Уважаемый hugom. Вы совершенно правы пп 42004 это 22 Красноярский бап, в котором воевал и служил мой отец. О полке есть сайт 
1 сбап/1 нбап/22 гнбап. В 46 г. полк был переведен в Фергану (Узбекистан). В 51 часть полка была переведена в Германию (Альтес Лагерь, а затем в Цербст) с тем же номером 42004. К сожалению на сайте об этом не написано. В 53 было разрешено выезжать в Германию семьям офицеров и я четырехлетний вместе с мамой оказались там 5 лет до демобилизации отца. В качестве скромного доказательства во вложении находится скан одной страницы летной книжки отца, где есть печать с номером части и один из полетов из Альтес Лагеря. С уважением berioza/

----------


## OKA

Про союзников :

"Характеристика летно-технического персонала ВВС ГДР советскими специалистами

    В июльском номере журнала "М-Хобби", в статье Виктора Марковского и Игоря Приходченко "На страже мира и социализма" (об истории службы истребителя-бомбардировщика Су-22М4 в ВВС ГДР) приводится небезынтересная характеристика летно-технического персонала ВВС ГДР, составленной для наших инструкторов с учетом особенностей обучаемого контингента:



    Истребитель-бомбардировщик Су-22М4 (бортовой номер 613, серийный номер 25018) из состава 77-й истребительно-бомбардировочной эскадры (JBG-77) ВВС ГДР, 14.09.1991 (с) Joop de Groot / Airliners.net


    «Политику СССР одобряют и поддерживают. Советскую действительность понимают правильно. К советским людям отношение дружеское, доброжелательное. Охотно говорят о своей родине, культуре, жизни, политике, но избегают тем о периоде второй мировой войны. Критически, с классовых позиций, относятся к США и странам НАТО. Дружат между собой, осознают свой более высокий уровень подготовки по сравнению с курсантами из других стран, но относятся к ним ровно и дружелюбно, конфликтов избегают. Дисциплина и организованность высокие. Исполнительны, строго соблюдают субординацию.

    Деньги расходуют экономно, во всех поступках рациональны. Военную форму любят, к воинским ритуалам относятся с уважением, в службе проявляют усердие. Полученные взыскания переживают, стараются не повторять проступки. В профессиональном отношении хорошо осведомлены об авиации. К делу относятся серьезно, на занятиях внимательны и сосредоточены. Способности высокие, хорошо развиты память, внимание и мышление. По характеру трудолюбивые, активные, целеустремленные, добросовестные, честные. Преобладает хорошее, жизнерадостное, ровное настроение.
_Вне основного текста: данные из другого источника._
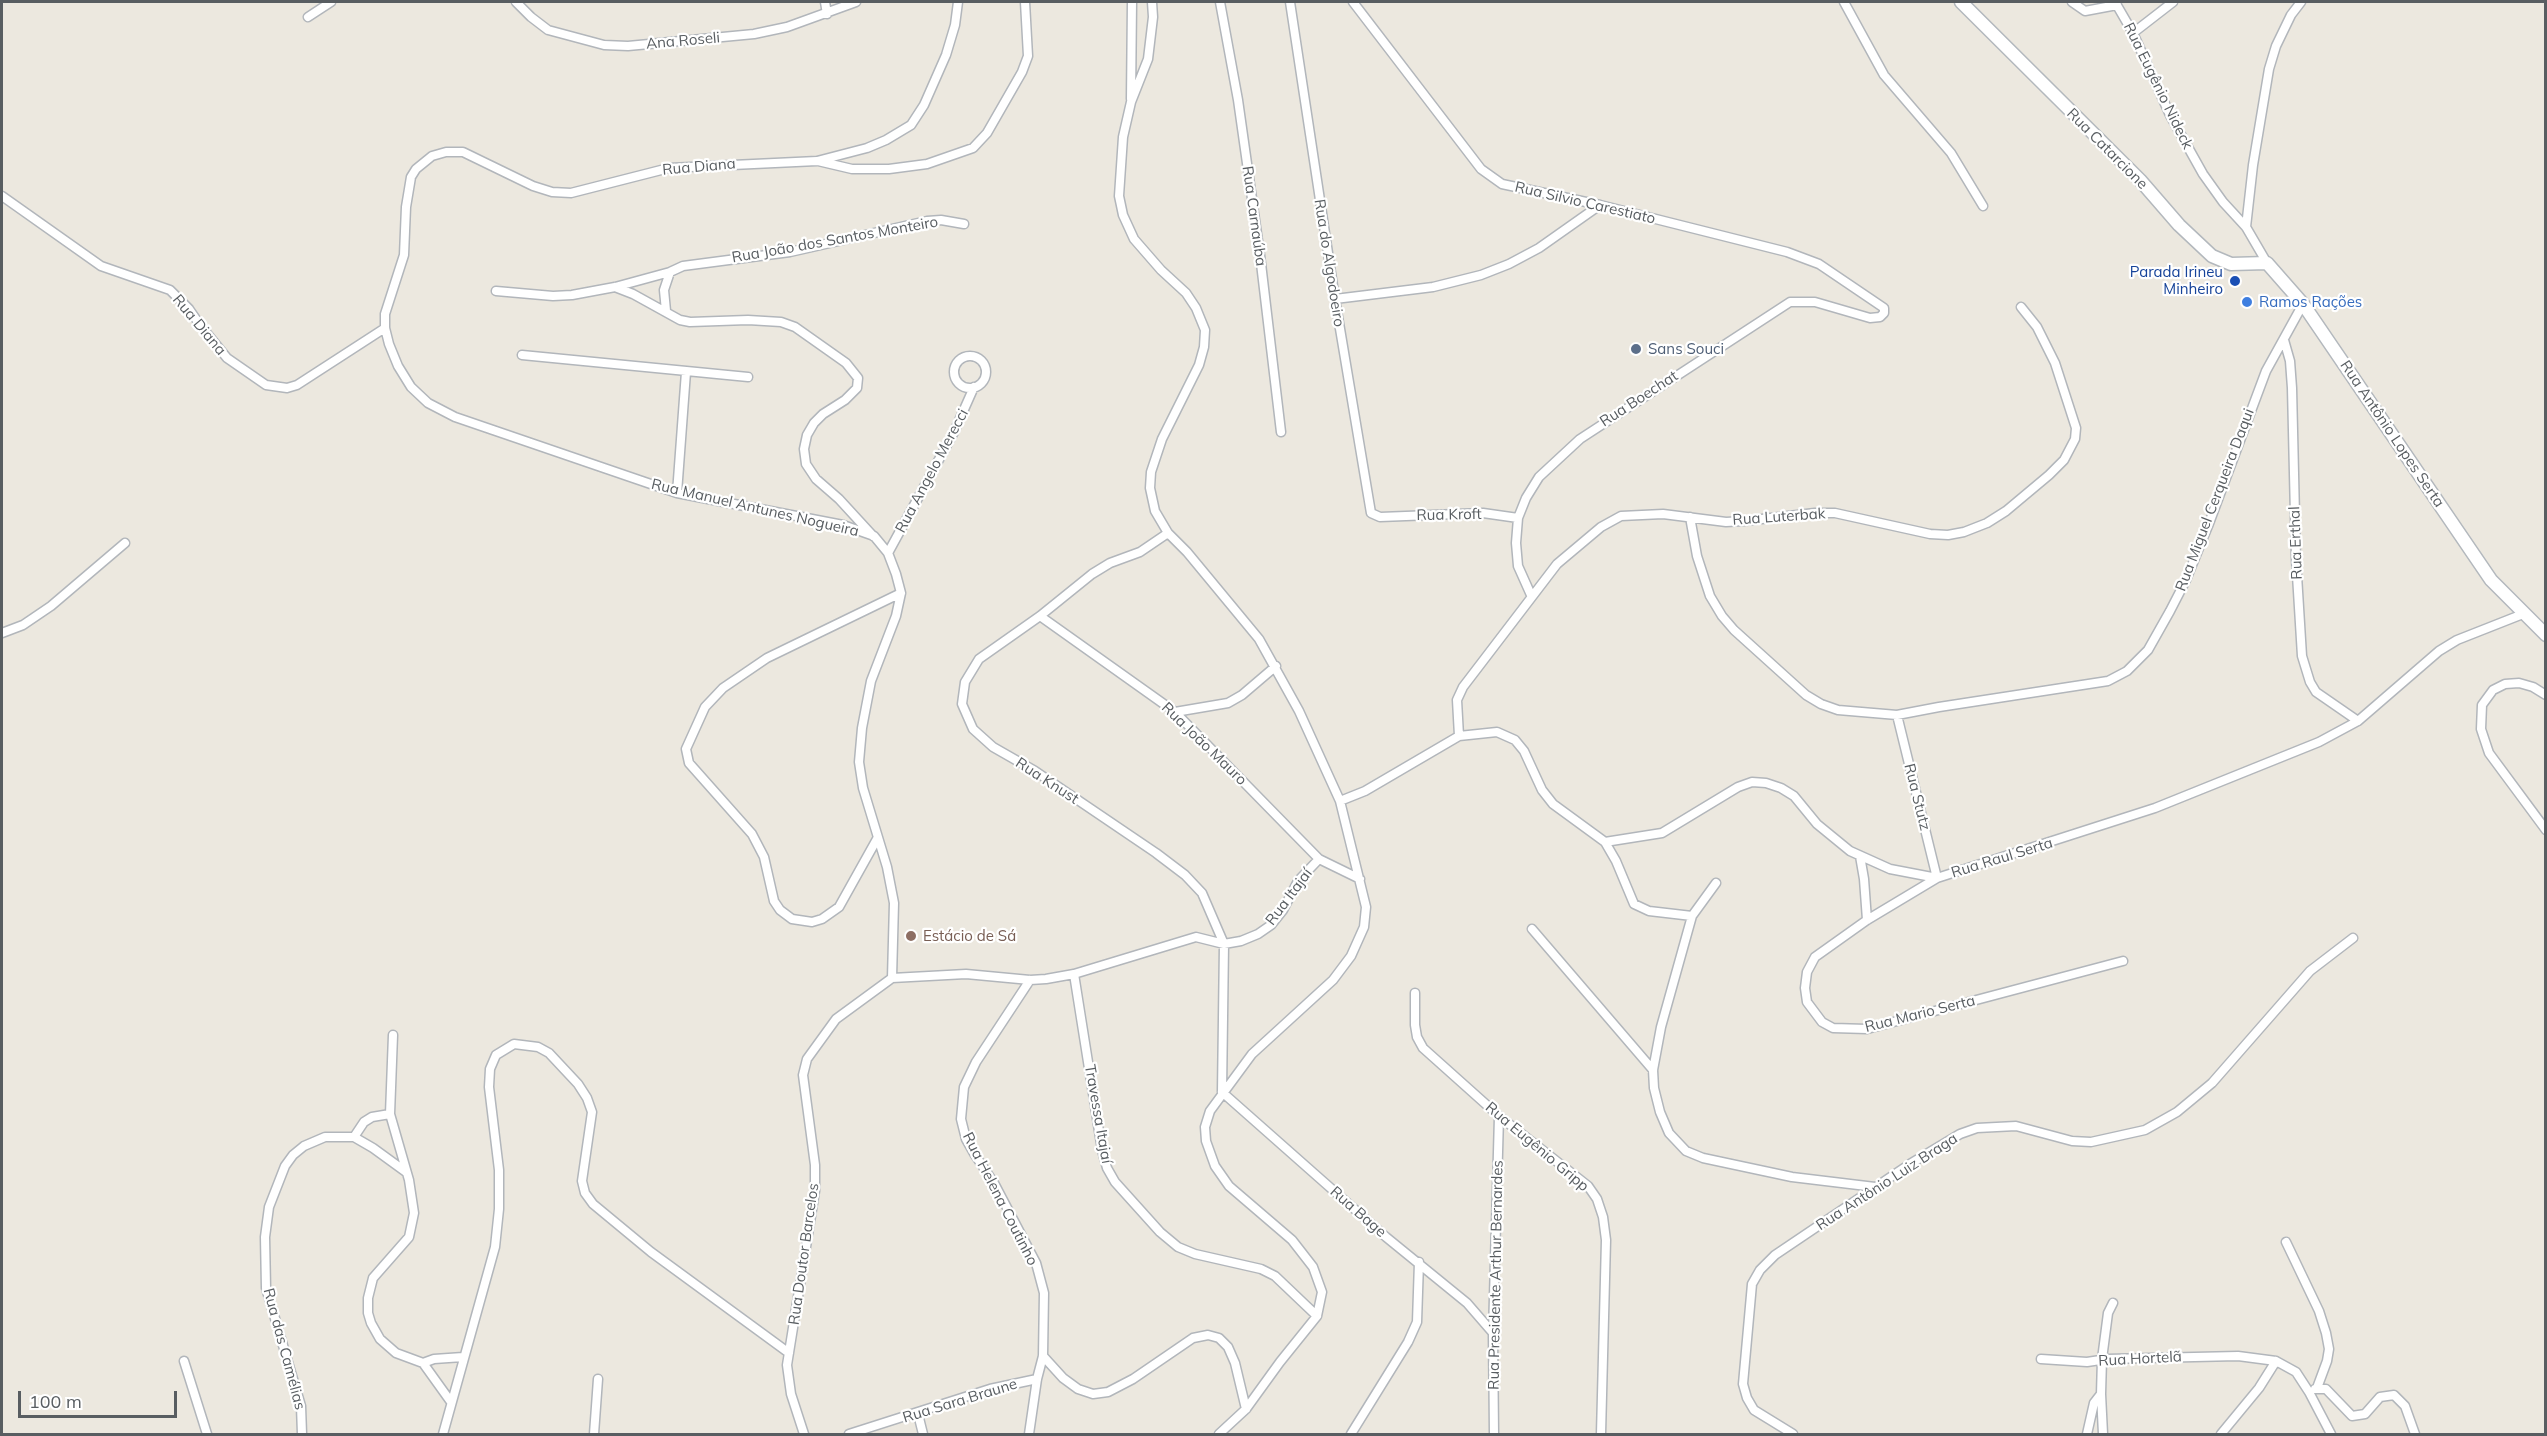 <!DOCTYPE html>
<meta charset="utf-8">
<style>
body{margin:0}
#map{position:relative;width:2547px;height:1436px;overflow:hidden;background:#ece8df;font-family:Mulish,sans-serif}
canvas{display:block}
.frame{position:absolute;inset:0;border:3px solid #585d61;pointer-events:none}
.scale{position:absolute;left:18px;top:1391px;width:159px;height:27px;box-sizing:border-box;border:3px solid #585d61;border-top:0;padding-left:8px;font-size:18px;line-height:21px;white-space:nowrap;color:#585d61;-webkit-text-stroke:4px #fff;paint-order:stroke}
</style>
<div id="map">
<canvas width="2547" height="1436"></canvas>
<div class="frame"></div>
<div class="scale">100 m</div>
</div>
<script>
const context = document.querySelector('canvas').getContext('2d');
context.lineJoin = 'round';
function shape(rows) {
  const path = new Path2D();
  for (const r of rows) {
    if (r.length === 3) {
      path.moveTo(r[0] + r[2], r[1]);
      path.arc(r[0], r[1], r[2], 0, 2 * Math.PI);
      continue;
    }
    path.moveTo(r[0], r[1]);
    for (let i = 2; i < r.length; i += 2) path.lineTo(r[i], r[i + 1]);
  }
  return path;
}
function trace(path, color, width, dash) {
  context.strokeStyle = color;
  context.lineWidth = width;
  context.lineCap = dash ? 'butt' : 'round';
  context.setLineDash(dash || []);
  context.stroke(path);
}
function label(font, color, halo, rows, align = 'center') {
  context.font = font + ' Mulish,sans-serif';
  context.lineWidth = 4.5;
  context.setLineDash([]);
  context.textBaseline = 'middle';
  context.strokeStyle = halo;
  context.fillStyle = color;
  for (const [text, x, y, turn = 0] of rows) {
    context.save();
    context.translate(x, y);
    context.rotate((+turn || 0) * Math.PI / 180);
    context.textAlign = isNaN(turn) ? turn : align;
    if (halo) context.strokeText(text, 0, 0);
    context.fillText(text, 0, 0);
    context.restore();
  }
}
const street = shape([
 [516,2,531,17,548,30,604,45,628,46,754,34,787,27,856,2],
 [825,2,827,14],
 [1152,2,1153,17,1148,59,1131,102,1123,137,1119,196,1123,215,1134,239,1161,270,1186,293,1196,308,1205,330,1204,347,1199,365,1162,439,1151,472,1150,488,1155,511,1168,533,1187,552,1259,639,1299,711,1340,801,1366,907,1364,927,1351,956,1333,980,1252,1054,1210,1111,1205,1127,1206,1141,1215,1166,1229,1186,1292,1240,1313,1267,1322,1292,1317,1316,1280,1362,1246,1409,1219,1434],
 [1220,2,1238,100,1260,255,1281,432],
 [1290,2,1335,299,1371,513,1380,517,1483,513,1518,518],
 [1353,2,1481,169,1502,184,1600,205,1787,252,1819,264,1884,308,1884,313,1880,317,1870,318,1815,302,1790,302,1580,439,1539,477,1526,498,1518,518,1516,543,1518,566,1531,595],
 [1844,2,1884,75,1951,153,1983,206],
 [2072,2,2085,11,2117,5],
 [2115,2,2133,33,2170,115,2203,174,2223,202,2246,227,2267,263],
 [308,17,331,2],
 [2133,33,2173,2],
 [1131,99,1132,2],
 [818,161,852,169,889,169,927,164,973,148,987,133,1022,72,1028,56,1025,2],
 [2,196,101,266,170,290,189,309,200,325,227,358,266,385,287,388,297,385,385,328],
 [2246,227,2253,165,2269,69,2276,46,2291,15,2301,2],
 [615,287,633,294,680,320,690,322,748,320,781,322,795,327,846,363,858,378,857,388,845,400,823,414,814,423,807,435,804,449,806,464,816,479,839,499,873,536],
 [496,291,553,296,572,295,615,287,670,272,683,266,790,252,927,221,941,220,964,224],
 [1335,299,1433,287,1481,275,1509,264,1539,248,1600,205],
 [666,311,664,290,670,272],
 [2284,340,2290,361,2292,388,2296,559,2302,656,2310,682,2316,692,2358,721],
 [522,355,748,377],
 [970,372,16],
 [677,493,686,372],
 [1690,517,1697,556,1710,596,1722,616,1734,630,1806,695,1821,704,1838,710,1897,715,1939,707,2108,681,2127,671,2148,650,2170,611,2186,580,2208,526,2266,371,2303,304],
 [1168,533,1140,552,1110,563,1092,574,1040,616,979,659,965,682,962,704,973,729,993,747,1035,771,1156,853,1185,875,1202,893,1224,944,1222,1092],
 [888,553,954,432,974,387],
 [1040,616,1175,712,1319,859,1360,879],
 [2,633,23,625,51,606,125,543],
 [2546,695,2533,687,2519,683,2505,684,2493,690,2482,705,2481,729,2489,753,2546,830],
 [1175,712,1228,703,1242,695,1276,666],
 [1897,715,1937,878],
 [1459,736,1457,700,1463,687,1557,564,1601,527,1621,516,1663,514,1726,522,1744,521,1815,513,1835,513,1930,534,1948,535,1964,532,1987,523,2006,511,2049,475,2064,460,2075,439,2076,428,2055,363,2037,327,2021,307],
 [1340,801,1365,791,1459,736,1497,732,1515,740,1524,751,1542,790,1553,804,1605,842,1662,833,1738,787,1752,782,1766,783,1781,788,1794,796,1817,824,1850,851,1890,869,1937,878,2155,808,2319,742,2358,721,2439,651,2457,640,2523,614],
 [877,839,839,907,822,919,812,922,792,919,780,910,774,901,764,857,752,834,689,763,686,749,705,707,723,688,767,658,901,593],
 [1605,842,1616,861,1634,904,1649,911,1692,916],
 [1860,856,1864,879,1867,920],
 [1937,878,1867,920,1815,957,1807,972,1805,988,1807,1002,1822,1022,1833,1028,1867,1029,2123,961],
 [1716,883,1692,916,1661,1027,1653,1070,1654,1088,1660,1112,1669,1133,1686,1151,1703,1158,1792,1177,1875,1187],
 [1532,929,1653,1070],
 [1074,974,1102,1150,1107,1168,1115,1182,1160,1232,1178,1247,1195,1254,1261,1269,1275,1276,1317,1316],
 [892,978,894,903,887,867,863,788,859,762,862,728,871,681,896,616,901,593,896,574,888,553,874,536,843,525,677,493,455,417,428,403,411,387,398,366,389,344,385,328,385,314,404,255,406,207,411,177,416,169,432,156,446,152,463,152,533,186,552,192,571,193,669,168,817,161,867,148,886,140,911,125,924,105,946,55,955,25,958,2],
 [1415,993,1415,1025,1417,1037,1423,1048,1499,1116,1588,1186,1597,1199,1603,1217,1606,1240,1601,1434],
 [393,1035,390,1114,409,1180,414,1213,409,1237,373,1278,368,1298,368,1313,371,1323,380,1339,396,1353,423,1363,451,1402],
 [1222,1092,1386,1237,1467,1303,1493,1333],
 [354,1137,373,1148,406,1172],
 [2286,1242,2319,1311,2326,1333,2329,1349,2327,1361,2317,1388],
 [1043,1356,1063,1378,1078,1389,1093,1394,1108,1392,1133,1379,1193,1338,1208,1335,1219,1338,1228,1347,1235,1363,1246,1409],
 [2041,1359,2087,1362,2107,1359,2238,1356,2276,1361,2296,1372,2309,1392,2331,1434],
 [184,1361,207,1434],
 [423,1363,434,1359,463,1357],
 [2315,1389,2326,1389,2352,1416,2365,1414,2380,1397,2394,1395,2405,1406,2415,1434],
 [2101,1394,2102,1359,2108,1313,2113,1303],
 [918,1414,923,1434],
 [302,1434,301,1406,266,1288,265,1237,269,1207,285,1166,293,1155,304,1146,325,1137,354,1137,364,1122,372,1117,390,1114],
 [443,1434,495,1247,499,1209,499,1170,489,1087,490,1069,496,1055,514,1044,538,1047,549,1053,578,1084,587,1098,592,1112,582,1181,585,1193,593,1204,651,1252,789,1353],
 [594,1434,598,1379],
 [804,1434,791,1394,787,1365,815,1191,815,1165,803,1075,807,1059,836,1019,892,978,966,974,1030,980,1046,979,1074,974,1196,937,1224,944,1241,941,1258,934,1271,925,1283,910,1298,881,1319,859],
 [849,1434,990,1389,1037,1379],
 [1029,1434,1037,1379,1043,1356,1044,1293,1036,1263,994,1183,975,1155,966,1139,961,1119,964,1087,976,1062,1030,980],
 [1351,1434,1408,1342,1417,1322,1419,1262],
 [1494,1434,1493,1333,1499,1116],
 [1793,1434,1754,1410,1747,1398,1743,1384,1752,1284,1760,1270,1775,1255,1910,1164,1960,1134,1977,1128,2016,1126,2072,1141,2091,1142,2145,1130,2177,1112,2212,1083,2310,971,2353,938],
 [2087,1434,2094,1403,2101,1394,2103,1434],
 [2221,1434,2259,1388,2276,1361]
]);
const secondary = shape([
 [1961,2,2140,180,2179,225,2212,256,2231,264,2267,263,2303,304,2491,580,2546,635]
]);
trace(street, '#b2b6bb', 11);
trace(secondary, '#b3b8bd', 15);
trace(street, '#fff', 8);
trace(secondary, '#fff', 12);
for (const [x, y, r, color] of [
 [2235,281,6,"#1a4fb4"],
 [2247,302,6,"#3f7fe0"],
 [1636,349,6,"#5c6f8a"],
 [911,936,6,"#8d6e63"]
]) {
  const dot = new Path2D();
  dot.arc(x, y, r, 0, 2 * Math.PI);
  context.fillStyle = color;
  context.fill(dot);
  trace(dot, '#fff', 2);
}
label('15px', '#585d61', '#fff', [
 ["Ana Roseli",683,41,-5],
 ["Rua Eugênio Nideck",2158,86,64],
 ["Rua Catarcione",2107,149,45],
 ["Rua Diana",699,167,-5],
 ["Rua Silvio Carestiato",1585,203,13],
 ["Rua Carnaúba",1254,216,82],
 ["Rua João dos Santos Monteiro",835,240,-10],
 ["Rua do Algodoeiro",1329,263,81],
 ["Rua Diana",199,325,50],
 ["Rua Boechat",1639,399,-33],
 ["Rua Antônio Lopes Serta",2392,434,56],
 ["Rua Angelo Merecci",932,471,-62],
 ["Rua Miguel Cerqueira Daqui",2215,500,-69],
 ["Rua Manuel Antunes Nogueira",755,508,13],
 ["Rua Kroft",1449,515,-1],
 ["Rua Luterbak",1779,517,-4],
 ["Rua Erthal",2296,543,-92],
 ["Rua João Mauro",1204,744,44],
 ["Rua Knust",1047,781,33],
 ["Rua Stutz",1917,797,76],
 ["Rua Raul Serta",2002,858,-17],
 ["Rua Itajaí",1289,897,-53],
 ["Rua Mario Serta",1920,1014,-14],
 ["Travessa Itajaí",1098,1114,80],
 ["Rua Eugênio Gripp",1537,1147,40],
 ["Rua Antônio Luiz Braga",1887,1182,-33],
 ["Rua Helena Coutinho",1000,1199,63],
 ["Rua Bage",1358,1212,41],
 ["Rua Doutor Barcelos",804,1254,-82],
 ["Rua Presidente Arthur Bernardes",1496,1275,-89],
 ["Rua das Camélias",284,1349,75],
 ["Rua Hortelã",2140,1359,-3],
 ["Rua Sara Braune",960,1401,-17]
]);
label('15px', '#164399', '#fff', [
 ["Parada Irineu",2223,272],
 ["Minheiro",2223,289]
], 'right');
label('15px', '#366cbe', '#fff', [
 ["Ramos Rações",2259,302]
], 'left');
label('15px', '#4e5e75', '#fff', [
 ["Sans Souci",1648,349]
], 'left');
label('15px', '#785e54', '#fff', [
 ["Estácio de Sá",923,936]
], 'left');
</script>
В сложных ситуациях принимают грамотные, рациональные решения».

    Из другой оценки, данной нашими летчиками. «Отношение к летному делу у них – самое серьезное и профессиональное, подготовлены на совесть. При видимой сдержанности целеустремленны и непременно добьются своего. Отступать не любят. Исполнительность и ответственность дают результат в виде настойчивости при выполнении задачи. Как-то были совместные учения с другими «демократами» в обстановке с сильной ПВО, так немцы оказались единственными, пробившимся к целям. Припомнили опыт люфтваффе и показали чего стоят»."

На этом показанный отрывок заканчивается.